1. Overview and Application Industries
Solution tanks are mainly applied in multiple industries. These industries include the dairy, chemical, food, beverage, and pharmaceutical industries. Notably, due to their compliance with strict hygiene and safety standards, they are widely used in the pharmaceutical industry.
2. Name and Classification of Solution Tanks
Solution tanks (liquid preparation tanks) have different names based on their uses. In pharmaceutical liquid preparation systems, we commonly call them liquid preparation tanks, concentrated preparation tanks, or dilute preparation tanks. Additionally, they are known as stainless steel liquid preparation tanks, sanitary-grade liquid preparation tanks, or injection preparation tanks. In contrast, in the food and dairy industry, they may be referred to as mixing tanks, preparation tanks, or sterile liquid preparation tanks.
3. Classification by Volume, Mobility and Stirring Method
We classify solution tanks into three types by volume: laboratory, pilot-scale, and large-scale liquid preparation tanks. When it comes to mobility, they are divided into fixed and portable liquid preparation tanks. Some are also detachable liquid preparation tanks for added flexibility. As for the stirring method, the available types include magnetic stirring, agitator-type, and buffer liquid preparation tanks.
4. Classification by Structure
Based on structure, solution tanks are categorized into three types. Specifically, these are single-layer, insulated stirring, and three-layer insulated liquid preparation tanks.
5. Design Standards and Tank Body Structure
Solution tanks are designed with advanced technology and fully comply with national GMP certification requirements. The tank body adopts a vertical double-layer structure to enhance insulation and stability. The inner liner is polished to a precision of Ra0.45 for hygiene and smoothness. Spiral heating bands wrap the inner cylinder to ensure efficient heating, and the space between layers is filled with polyurethane material to achieve good insulation, thereby reducing energy loss.
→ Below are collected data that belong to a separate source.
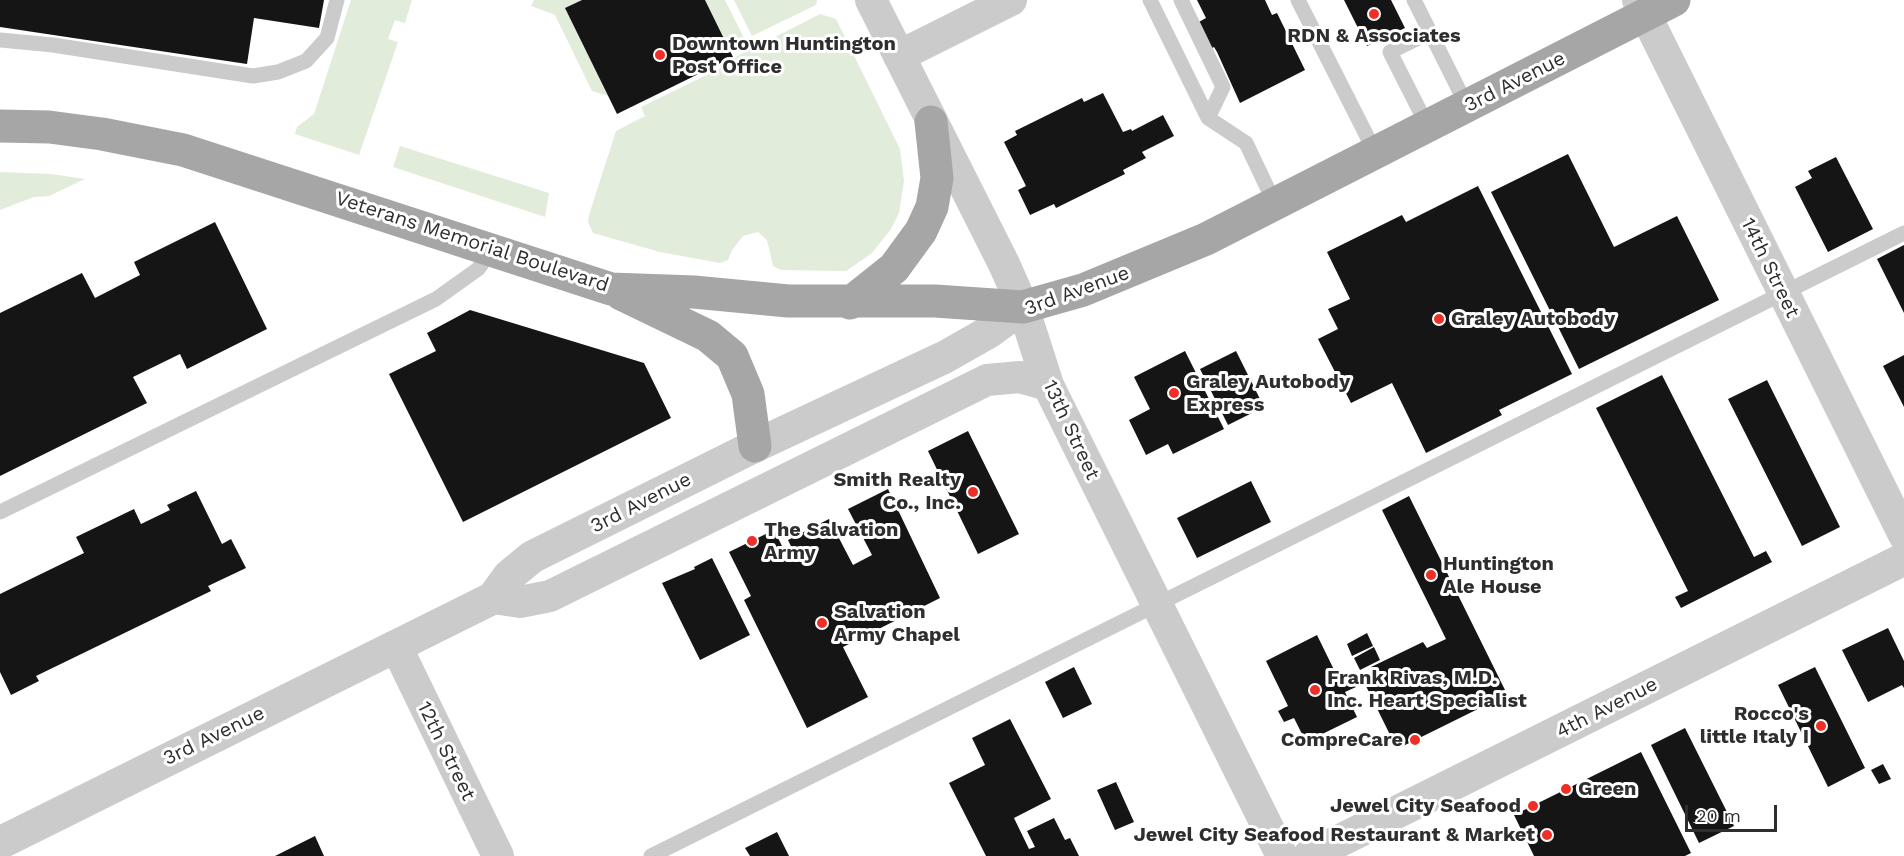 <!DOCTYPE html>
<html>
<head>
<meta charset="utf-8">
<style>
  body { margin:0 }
  #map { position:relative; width:1904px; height:856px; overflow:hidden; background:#fff; font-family:"Work Sans",sans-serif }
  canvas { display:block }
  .scale { position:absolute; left:1685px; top:805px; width:92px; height:27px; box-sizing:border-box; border:3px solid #2e2e2e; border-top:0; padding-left:8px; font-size:18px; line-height:21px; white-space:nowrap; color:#2e2e2e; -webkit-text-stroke:4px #fff; paint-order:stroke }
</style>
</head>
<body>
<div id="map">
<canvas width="1904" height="856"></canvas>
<div class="scale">20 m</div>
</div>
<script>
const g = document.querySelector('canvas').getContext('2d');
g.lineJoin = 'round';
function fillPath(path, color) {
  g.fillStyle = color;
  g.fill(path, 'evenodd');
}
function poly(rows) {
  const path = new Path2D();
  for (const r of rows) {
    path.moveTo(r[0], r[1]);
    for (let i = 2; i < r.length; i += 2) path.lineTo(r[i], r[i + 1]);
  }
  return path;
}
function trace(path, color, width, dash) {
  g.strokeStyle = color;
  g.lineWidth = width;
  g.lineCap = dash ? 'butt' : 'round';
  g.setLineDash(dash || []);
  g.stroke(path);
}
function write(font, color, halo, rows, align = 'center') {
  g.font = font + ' "Work Sans",sans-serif';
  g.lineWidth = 6;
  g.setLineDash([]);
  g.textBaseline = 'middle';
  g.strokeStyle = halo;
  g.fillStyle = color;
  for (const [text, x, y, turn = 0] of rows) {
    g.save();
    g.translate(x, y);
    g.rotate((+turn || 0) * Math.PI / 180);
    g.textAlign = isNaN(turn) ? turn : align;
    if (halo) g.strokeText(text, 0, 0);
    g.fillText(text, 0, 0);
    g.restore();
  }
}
fillPath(poly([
  [351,0,412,0,405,23,395,20,388,39,398,42,359,155,295,134,297,127,314,114],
  [534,0,582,0,566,8,608,96,592,91,555,15,531,6],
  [705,0,725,0,745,40,729,48],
  [734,0,817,0,816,5,752,36],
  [820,14,836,19,900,149,904,181,899,213,891,229,872,253,846,271,781,270,773,266,767,240,758,232,743,236,732,250,728,260,720,263,660,252,593,233,588,222,589,215,616,131,645,116,641,107,735,61,734,58],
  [400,146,549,193,545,217,393,167],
  [0,172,51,174,85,179,49,196,34,197,0,210]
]), '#e2ecda');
fillPath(poly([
  [0,0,324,0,319,28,254,18,247,64,0,27],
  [582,0,705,0,733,57,617,114,565,8],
  [1197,0,1265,0,1272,15,1277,13,1305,70,1240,103,1217,52,1214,47,1210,49,1197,23,1206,18],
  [1344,0,1391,0,1405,28,1367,46],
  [1103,93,1123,132,1131,129,1132,131,1163,115,1174,136,1142,152,1146,158,1123,170,1125,174,1056,208,1054,204,1030,215,1018,190,1026,186,1004,142,1017,135,1015,131,1082,98,1084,102],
  [1568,154,1614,247,1677,216,1719,300,1579,369,1491,192],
  [1836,157,1873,229,1828,252,1795,187,1812,178,1808,171],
  [1478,186,1572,374,1499,410,1502,415,1426,453,1392,383,1351,403,1318,339,1338,329,1328,309,1350,299,1327,252,1402,215,1406,222],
  [215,222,267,329,187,369,180,354,133,377,147,403,0,476,0,313,82,273,95,298,140,275,134,262],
  [1904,245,1904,313,1877,259],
  [470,310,644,363,671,418,463,522,389,374,436,351,427,333],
  [1185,351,1224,429,1173,454,1168,444,1146,455,1129,420,1150,409,1134,377],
  [1236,351,1264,407,1228,425,1200,369],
  [1904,355,1904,407,1883,366],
  [1662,375,1754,557,1766,551,1772,562,1681,608,1675,597,1688,591,1596,408],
  [1767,380,1840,527,1802,546,1728,399],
  [968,431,1019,534,978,554,928,451],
  [1251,481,1271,522,1197,558,1177,518],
  [888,489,940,598,843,647,868,697,807,728,744,600,751,596,729,552,774,530,790,562,797,559,788,540,829,519,853,565,872,555,848,509],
  [196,491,222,544,231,539,246,568,208,586,211,591,36,676,39,681,11,695,0,672,0,594,84,553,76,537,134,509,141,524,170,510,167,505],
  [1409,496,1506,692,1479,705,1480,708,1397,749,1363,680,1375,674,1371,667,1423,642,1427,648,1446,639,1382,510],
  [712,558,750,635,700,660,662,583,695,569,694,567],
  [1888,628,1904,661,1904,688,1902,685,1868,702,1842,650],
  [1367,633,1373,646,1352,656,1347,644],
  [1317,635,1339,680,1350,675,1356,687,1345,692,1357,717,1306,742,1294,718,1284,722,1278,711,1288,706,1266,661],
  [1374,647,1380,660,1360,670,1354,658],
  [1074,667,1092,704,1063,718,1045,682],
  [1815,667,1865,768,1828,787,1778,685],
  [1010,719,1051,799,1014,818,1029,849,1035,847,1027,831,1054,818,1065,840,1070,838,1079,856,986,856,949,783,985,765,972,738],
  [1685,728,1734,826,1699,843,1651,745],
  [1641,752,1691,853,1685,856,1534,856,1514,815],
  [1883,764,1891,779,1879,784,1871,770],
  [1116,782,1134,822,1115,830,1097,790],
  [777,832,789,856,750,856,745,848],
  [315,836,324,856,275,856]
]), '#151515');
trace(poly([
  [1150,0,1208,118,1246,143,1275,204],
  [1181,0,1223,87,1208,118],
  [1298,0,1376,154],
  [1414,0,1467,106],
  [0,40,53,45,253,76,278,72,306,61,327,38,337,0],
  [1428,127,1390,52,1430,32],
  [0,512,436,299,478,269,491,251],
  [651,856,1904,233]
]), '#cbcbcb', 15);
trace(poly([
  [871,0,1004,264,1023,307,1048,385,1282,856],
  [1638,0,1904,535],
  [899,56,1011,0],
  [493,598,520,602,550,596,987,380,1020,377,1048,385],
  [396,646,498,856]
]), '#cbcbcb', 32);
trace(poly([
  [0,843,493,598,509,576,532,557,755,446,945,357,989,332,1023,307],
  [1309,856,1904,559]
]), '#cbcbcb', 33);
trace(poly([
  [0,126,49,127,102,134,183,150,611,289,694,292,788,301,935,301,1023,307,1083,290,1206,239,1674,0],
  [621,294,708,336,732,356,748,394,755,446],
  [850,303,894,268,921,231,932,207,937,178,931,122]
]), '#a6a6a6', 33);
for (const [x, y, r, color] of [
  [1374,14,6,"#ed2f27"],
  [660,55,6,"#ed2f27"],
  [1439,319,6,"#ed2f27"],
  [1174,393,6,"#ed2f27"],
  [973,492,6,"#ed2f27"],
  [752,541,6,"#ed2f27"],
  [1431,575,6,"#ed2f27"],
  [822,623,6,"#ed2f27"],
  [1315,690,6,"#ed2f27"],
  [1821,726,6,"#ed2f27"],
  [1415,740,6,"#ed2f27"],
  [1566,789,6,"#ed2f27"],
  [1533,806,6,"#ed2f27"],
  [1547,835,6,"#ed2f27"]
]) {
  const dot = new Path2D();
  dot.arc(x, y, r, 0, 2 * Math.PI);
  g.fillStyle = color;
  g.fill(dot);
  trace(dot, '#fff', 2);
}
write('bold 20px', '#2e2e2e', '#fff', [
  ["RDN & Associates",1374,36,"center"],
  ["Downtown Huntington",672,44],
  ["Post Office",672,67],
  ["Graley Autobody",1451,319],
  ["Graley Autobody",1186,382],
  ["Express",1186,405],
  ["Smith Realty",961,480,"right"],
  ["Co., Inc.",961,503,"right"],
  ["The Salvation",764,530],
  ["Army",764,553],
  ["Huntington",1443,564],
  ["Ale House",1443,587],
  ["Salvation",834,612],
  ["Army Chapel",834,635],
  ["Frank Rivas, M.D.",1327,678],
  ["Inc. Heart Specialist",1327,701],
  ["Rocco's",1809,714,"right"],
  ["little Italy I",1809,737,"right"],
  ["CompreCare",1403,740,"right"],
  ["Green",1578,789],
  ["Jewel City Seafood",1521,806,"right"],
  ["Jewel City Seafood Restaurant & Market",1535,835,"right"]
], 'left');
write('20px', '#2e2e2e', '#fff', [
  ["3rd Avenue",1515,82,-27],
  ["Veterans Memorial Boulevard",472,242,18],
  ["14th Street",1770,268,64],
  ["3rd Avenue",1077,291,-20],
  ["13th Street",1071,430,65],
  ["3rd Avenue",641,503,-27],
  ["4th Avenue",1607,708,-27],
  ["3rd Avenue",214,736,-26],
  ["12th Street",446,751,64]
]);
</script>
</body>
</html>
6. Material and External Treatment
Mirror or frosted glass panels are used for the exterior insulation, ensuring uniform luster throughout the tank and enhancing its overall appearance. All components in contact with the solution are made of carefully selected 316L material for its excellent corrosion resistance. For other components, we choose 304 material to effectively balance performance and cost.
7. Internal and Top Configurations
The bottom head of the inner cylinder is concave-convex, which optimizes material mixing. A radial flow agitator is installed on its side wall, selected for efficient material mixing. The tank top is equipped with an inlet, reflux port, and sterilization port to meet various operational needs. It also features a cleaning ball, packing material access hole, and a 0.22um air breather at the breathing port to ensure cleanliness. Additionally, a stirring system is included to further enhance mixing efficiency and ensure uniform material distribution.
8. Bottom Configurations and Control System
The tank bottom is equipped with a condensate outlet, discharge port, and sludge discharge port for easy waste disposal. It also has a sampling port, temperature probe, and level sensor for real-time monitoring of the solution status. A control cabinet is provided for convenient operation, simplifying the operational process. Instruments on the cabinet clearly display the solution temperature and level for quick observation and also offer upper and lower limit alarm functions to ensure operational safety and prevent accidents. According to user requirements, the dilution tank can be equipped with a nitrogen charging device and a PH meter to meet customized needs.
9. Honeycomb Jacket Structure and Reducer
This special structure combines upper and lower elliptical heads with a honeycomb jacket, significantly improving heat transfer efficiency. The reducer uses a horizontal worm gear, which offers stable performance and low noise. It has a small jacket space, forced circulation, and a large heating area, ensuring rapid and uniform heating. Compared to conventional jackets, it is more efficient, pressure-resistant, and time-saving, thus reducing production costs. Furthermore, it has an attractive appearance that fits industrial aesthetics, enhancing the overall layout of the production site.
10. Advantages and Disadvantages of Honeycomb Jacket
However, the honeycomb jacket has multiple welds and a complex manufacturing process, which increases production difficulty. As a result, it also requires high technical content to produce, raising the manufacturing threshold. On the plus side, the horizontal worm gear reducer is about 250-330mm shorter than vertical reducers, saving valuable installation space.